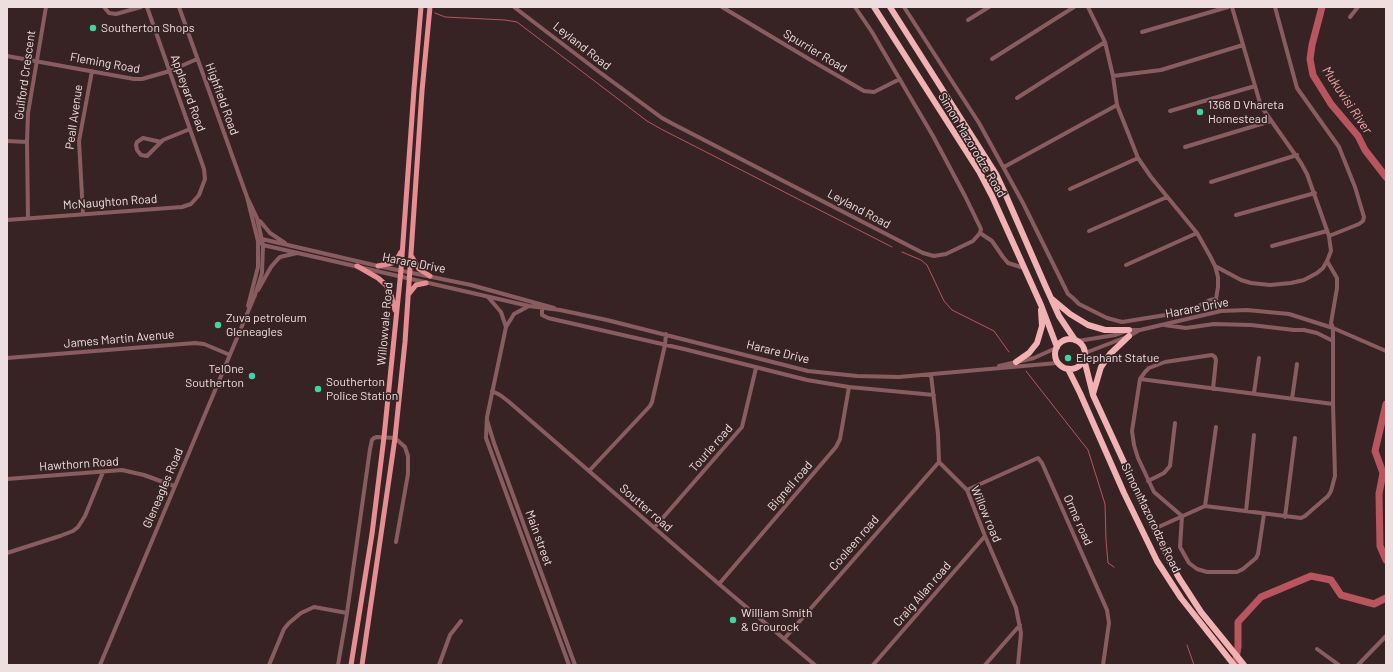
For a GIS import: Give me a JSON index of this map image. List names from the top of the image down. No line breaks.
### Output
{"streets":{"highway":["Simon Mazorodze Road"],"main road":["Willowvale Road"],"street":["Leyland Road","Spurrier Road","Fleming Road","Guilford Crescent","Appleyard Road","Highfield Road","Peall Avenue","McNaughton Road","Harare Drive","James Martin Avenue","Tourle road","Hawthorn Road","Bignell road","Gleneagles Road","Soutter road","Willow road","Orme road","Main street","Cooleen road","Craig Allan road"]},"crossings":[["Fleming Road","Guilford Crescent"],["Fleming Road","Appleyard Road"],["Fleming Road","Highfield Road"],["Fleming Road","Peall Avenue"],["Guilford Crescent","McNaughton Road"],["Appleyard Road","McNaughton Road"],["Highfield Road","Harare Drive"],["Highfield Road","Gleneagles Road"],["Peall Avenue","McNaughton Road"],["Simon Mazorodze Road","Harare Drive"],["Harare Drive","Willowvale Road"],["Harare Drive","Gleneagles Road"],["Harare Drive","Main street"],["James Martin Avenue","Gleneagles Road"],["Tourle road","Soutter road"],["Hawthorn Road","Gleneagles Road"],["Bignell road","Soutter road"],["Soutter road","Main street"],["Soutter road","Cooleen road"],["Willow road","Orme road"],["Willow road","Cooleen road"],["Willow road","Craig Allan road"]],"water":["Mukuvisi River"],"places":["Southerton Shops","1368 D Vhareta Homestead","Zuva petroleum Gleneagles","Elephant Statue","TelOne Southerton","Southerton Police Station","William Smith & Grourock"]}
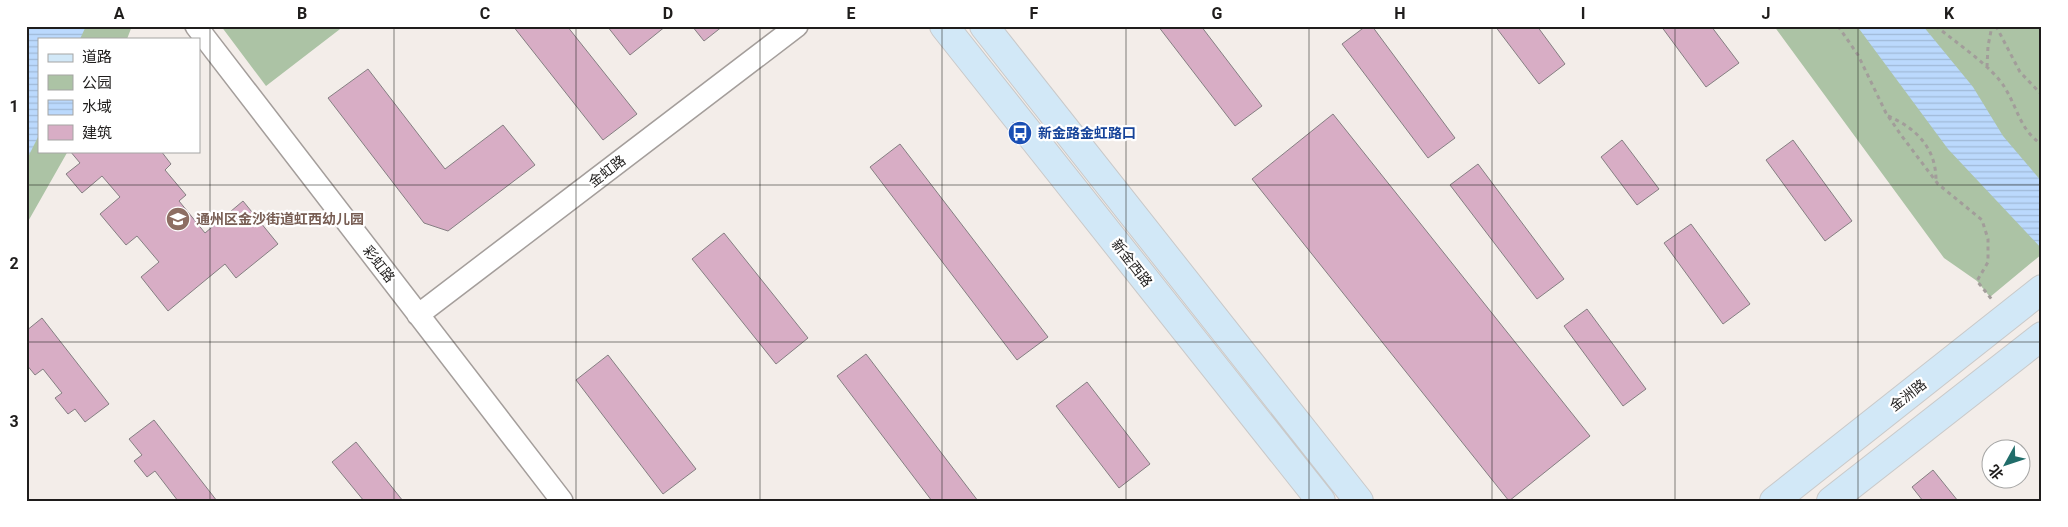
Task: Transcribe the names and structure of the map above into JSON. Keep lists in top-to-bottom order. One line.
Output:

=-=-=

**EXERCISE DESCRIPTION**
Exclude the pictures, then retype every record exactly.

**SOLUTION FOR THIS PROBLEM**
For a GIS import: Give me a JSON index of this map image. List names from the top of the image down. No line breaks.
### Output
{"streets":{"highway":["Simon Mazorodze Road"],"main road":["Willowvale Road"],"street":["Leyland Road","Spurrier Road","Fleming Road","Guilford Crescent","Appleyard Road","Highfield Road","Peall Avenue","McNaughton Road","Harare Drive","James Martin Avenue","Tourle road","Hawthorn Road","Bignell road","Gleneagles Road","Soutter road","Willow road","Orme road","Main street","Cooleen road","Craig Allan road"]},"crossings":[["Fleming Road","Guilford Crescent"],["Fleming Road","Appleyard Road"],["Fleming Road","Highfield Road"],["Fleming Road","Peall Avenue"],["Guilford Crescent","McNaughton Road"],["Appleyard Road","McNaughton Road"],["Highfield Road","Harare Drive"],["Highfield Road","Gleneagles Road"],["Peall Avenue","McNaughton Road"],["Simon Mazorodze Road","Harare Drive"],["Harare Drive","Willowvale Road"],["Harare Drive","Gleneagles Road"],["Harare Drive","Main street"],["James Martin Avenue","Gleneagles Road"],["Tourle road","Soutter road"],["Hawthorn Road","Gleneagles Road"],["Bignell road","Soutter road"],["Soutter road","Main street"],["Soutter road","Cooleen road"],["Willow road","Orme road"],["Willow road","Cooleen road"],["Willow road","Craig Allan road"]],"water":["Mukuvisi River"],"places":["Southerton Shops","1368 D Vhareta Homestead","Zuva petroleum Gleneagles","Elephant Statue","TelOne Southerton","Southerton Police Station","William Smith & Grourock"]}
Task: Transcribe the names and structure of the map above into JSON. Keep lists in top-to-bottom order. One line.
Output:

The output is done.